## What you need to do
Of the lines below, report only those that contain "center".
=== Dataset extract ===
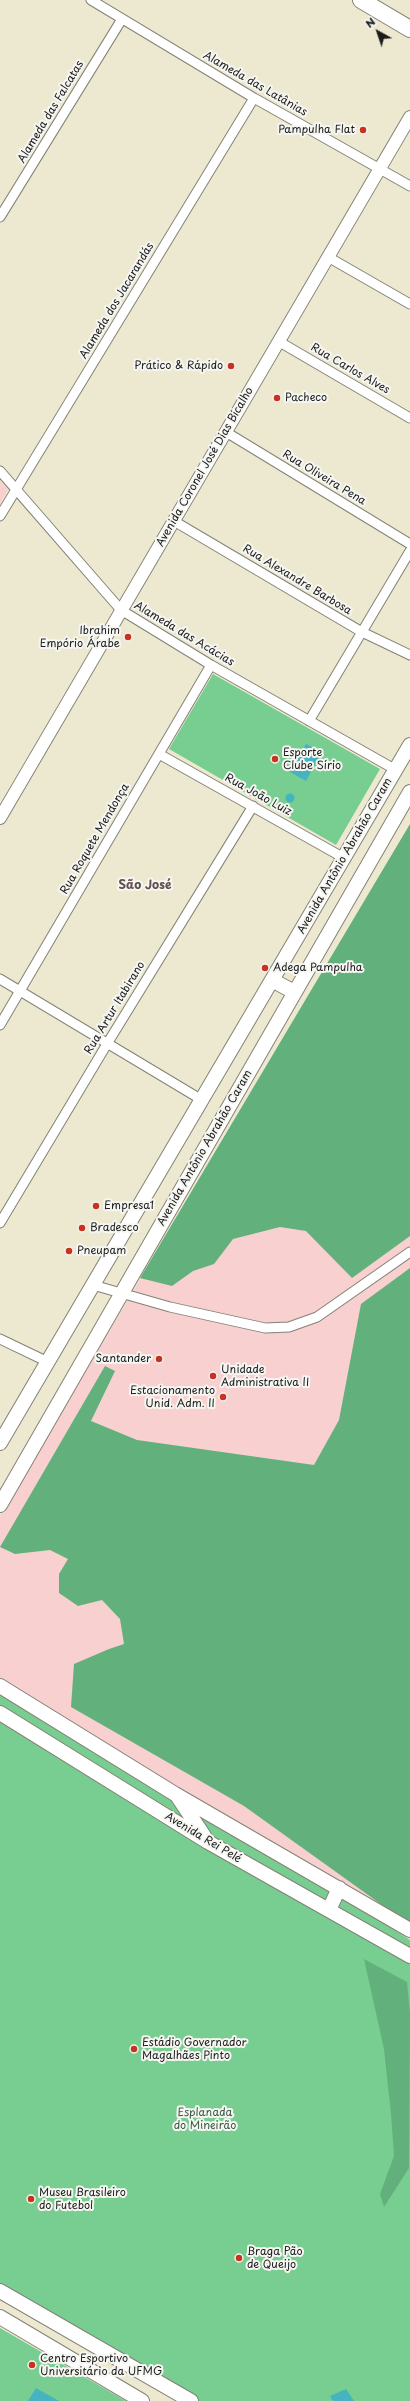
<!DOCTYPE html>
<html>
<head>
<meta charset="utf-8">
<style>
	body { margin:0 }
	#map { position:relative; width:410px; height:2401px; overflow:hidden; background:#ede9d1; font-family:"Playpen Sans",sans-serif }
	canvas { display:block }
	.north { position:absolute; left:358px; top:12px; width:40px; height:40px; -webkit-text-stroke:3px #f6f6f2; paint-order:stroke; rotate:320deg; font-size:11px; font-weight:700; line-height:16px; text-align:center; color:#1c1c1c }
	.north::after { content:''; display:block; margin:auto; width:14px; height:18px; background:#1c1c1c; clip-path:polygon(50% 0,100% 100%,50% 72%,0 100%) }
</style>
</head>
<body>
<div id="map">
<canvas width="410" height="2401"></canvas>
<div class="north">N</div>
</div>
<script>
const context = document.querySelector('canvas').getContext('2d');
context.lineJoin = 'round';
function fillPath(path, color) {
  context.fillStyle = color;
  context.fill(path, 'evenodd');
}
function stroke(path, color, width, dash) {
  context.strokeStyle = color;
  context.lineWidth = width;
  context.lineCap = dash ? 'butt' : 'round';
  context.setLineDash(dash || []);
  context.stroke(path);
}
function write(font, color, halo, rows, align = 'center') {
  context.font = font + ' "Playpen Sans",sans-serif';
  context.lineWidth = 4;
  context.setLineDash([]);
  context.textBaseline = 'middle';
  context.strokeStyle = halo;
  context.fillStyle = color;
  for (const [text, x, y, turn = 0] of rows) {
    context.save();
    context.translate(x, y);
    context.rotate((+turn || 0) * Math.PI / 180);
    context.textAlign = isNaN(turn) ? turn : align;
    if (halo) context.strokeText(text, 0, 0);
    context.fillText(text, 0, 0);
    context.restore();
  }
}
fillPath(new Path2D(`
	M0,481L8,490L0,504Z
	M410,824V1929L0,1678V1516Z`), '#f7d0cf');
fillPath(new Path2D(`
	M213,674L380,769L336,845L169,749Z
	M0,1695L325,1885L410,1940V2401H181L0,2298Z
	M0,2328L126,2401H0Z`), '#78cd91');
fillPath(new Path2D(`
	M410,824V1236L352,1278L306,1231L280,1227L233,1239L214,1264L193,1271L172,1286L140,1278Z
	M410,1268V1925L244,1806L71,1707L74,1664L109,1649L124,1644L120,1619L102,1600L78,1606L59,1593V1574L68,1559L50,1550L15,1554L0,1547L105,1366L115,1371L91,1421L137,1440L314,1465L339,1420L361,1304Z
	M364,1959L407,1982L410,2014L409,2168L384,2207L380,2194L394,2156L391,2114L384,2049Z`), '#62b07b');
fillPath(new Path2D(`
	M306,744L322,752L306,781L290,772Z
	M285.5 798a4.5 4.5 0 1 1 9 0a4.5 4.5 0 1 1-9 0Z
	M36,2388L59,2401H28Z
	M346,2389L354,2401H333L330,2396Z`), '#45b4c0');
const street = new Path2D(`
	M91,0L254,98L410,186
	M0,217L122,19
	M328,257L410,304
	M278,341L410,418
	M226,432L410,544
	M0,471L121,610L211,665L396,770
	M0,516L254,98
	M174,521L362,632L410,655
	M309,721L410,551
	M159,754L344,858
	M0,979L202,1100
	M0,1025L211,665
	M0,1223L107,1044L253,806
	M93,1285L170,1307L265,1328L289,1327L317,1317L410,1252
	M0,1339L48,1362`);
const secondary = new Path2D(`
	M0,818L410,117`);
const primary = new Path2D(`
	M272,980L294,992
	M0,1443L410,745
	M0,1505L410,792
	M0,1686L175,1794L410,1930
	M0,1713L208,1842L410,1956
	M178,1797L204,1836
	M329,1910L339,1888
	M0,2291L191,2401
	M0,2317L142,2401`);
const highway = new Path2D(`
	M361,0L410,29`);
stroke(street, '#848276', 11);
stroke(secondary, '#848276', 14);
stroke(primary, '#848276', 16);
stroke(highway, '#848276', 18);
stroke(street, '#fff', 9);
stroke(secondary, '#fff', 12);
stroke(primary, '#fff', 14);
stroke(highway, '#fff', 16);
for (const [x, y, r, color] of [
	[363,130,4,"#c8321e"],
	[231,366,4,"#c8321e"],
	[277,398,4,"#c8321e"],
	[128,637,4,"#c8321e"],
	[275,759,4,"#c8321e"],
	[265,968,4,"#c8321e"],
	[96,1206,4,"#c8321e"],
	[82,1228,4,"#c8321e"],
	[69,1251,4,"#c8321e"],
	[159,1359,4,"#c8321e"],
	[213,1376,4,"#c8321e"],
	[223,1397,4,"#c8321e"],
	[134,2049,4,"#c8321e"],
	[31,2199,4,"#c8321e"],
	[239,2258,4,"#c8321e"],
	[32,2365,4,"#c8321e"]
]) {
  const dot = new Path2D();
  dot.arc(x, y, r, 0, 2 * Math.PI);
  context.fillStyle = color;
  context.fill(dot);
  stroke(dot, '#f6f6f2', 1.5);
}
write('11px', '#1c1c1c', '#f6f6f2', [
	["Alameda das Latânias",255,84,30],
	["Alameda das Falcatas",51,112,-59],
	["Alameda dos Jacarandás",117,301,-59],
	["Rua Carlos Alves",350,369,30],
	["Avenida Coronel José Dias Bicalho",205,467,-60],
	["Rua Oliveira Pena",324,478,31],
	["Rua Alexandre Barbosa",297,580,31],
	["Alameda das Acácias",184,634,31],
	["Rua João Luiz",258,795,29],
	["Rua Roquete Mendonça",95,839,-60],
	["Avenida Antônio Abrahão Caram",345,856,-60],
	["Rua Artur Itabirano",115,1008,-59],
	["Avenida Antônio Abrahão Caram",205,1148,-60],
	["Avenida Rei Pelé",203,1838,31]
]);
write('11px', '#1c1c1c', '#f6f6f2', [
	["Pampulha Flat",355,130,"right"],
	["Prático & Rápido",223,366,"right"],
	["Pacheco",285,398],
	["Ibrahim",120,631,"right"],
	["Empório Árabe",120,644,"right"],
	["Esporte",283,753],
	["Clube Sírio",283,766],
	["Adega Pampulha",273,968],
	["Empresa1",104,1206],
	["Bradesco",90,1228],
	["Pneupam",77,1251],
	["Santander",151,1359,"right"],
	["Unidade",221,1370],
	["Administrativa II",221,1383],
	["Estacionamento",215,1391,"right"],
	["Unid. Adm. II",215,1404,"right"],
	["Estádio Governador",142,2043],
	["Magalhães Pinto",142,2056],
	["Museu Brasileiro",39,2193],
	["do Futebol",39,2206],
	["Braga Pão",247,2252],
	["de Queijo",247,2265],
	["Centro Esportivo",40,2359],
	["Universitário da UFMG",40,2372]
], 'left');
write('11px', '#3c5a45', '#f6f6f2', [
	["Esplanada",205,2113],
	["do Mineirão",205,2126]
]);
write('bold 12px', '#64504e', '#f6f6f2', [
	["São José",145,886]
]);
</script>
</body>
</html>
===
## Result of the task
	.north { position:absolute; left:358px; top:12px; width:40px; height:40px; -webkit-text-stroke:3px #f6f6f2; paint-order:stroke; rotate:320deg; font-size:11px; font-weight:700; line-height:16px; text-align:center; color:#1c1c1c }
function write(font, color, halo, rows, align = 'center') {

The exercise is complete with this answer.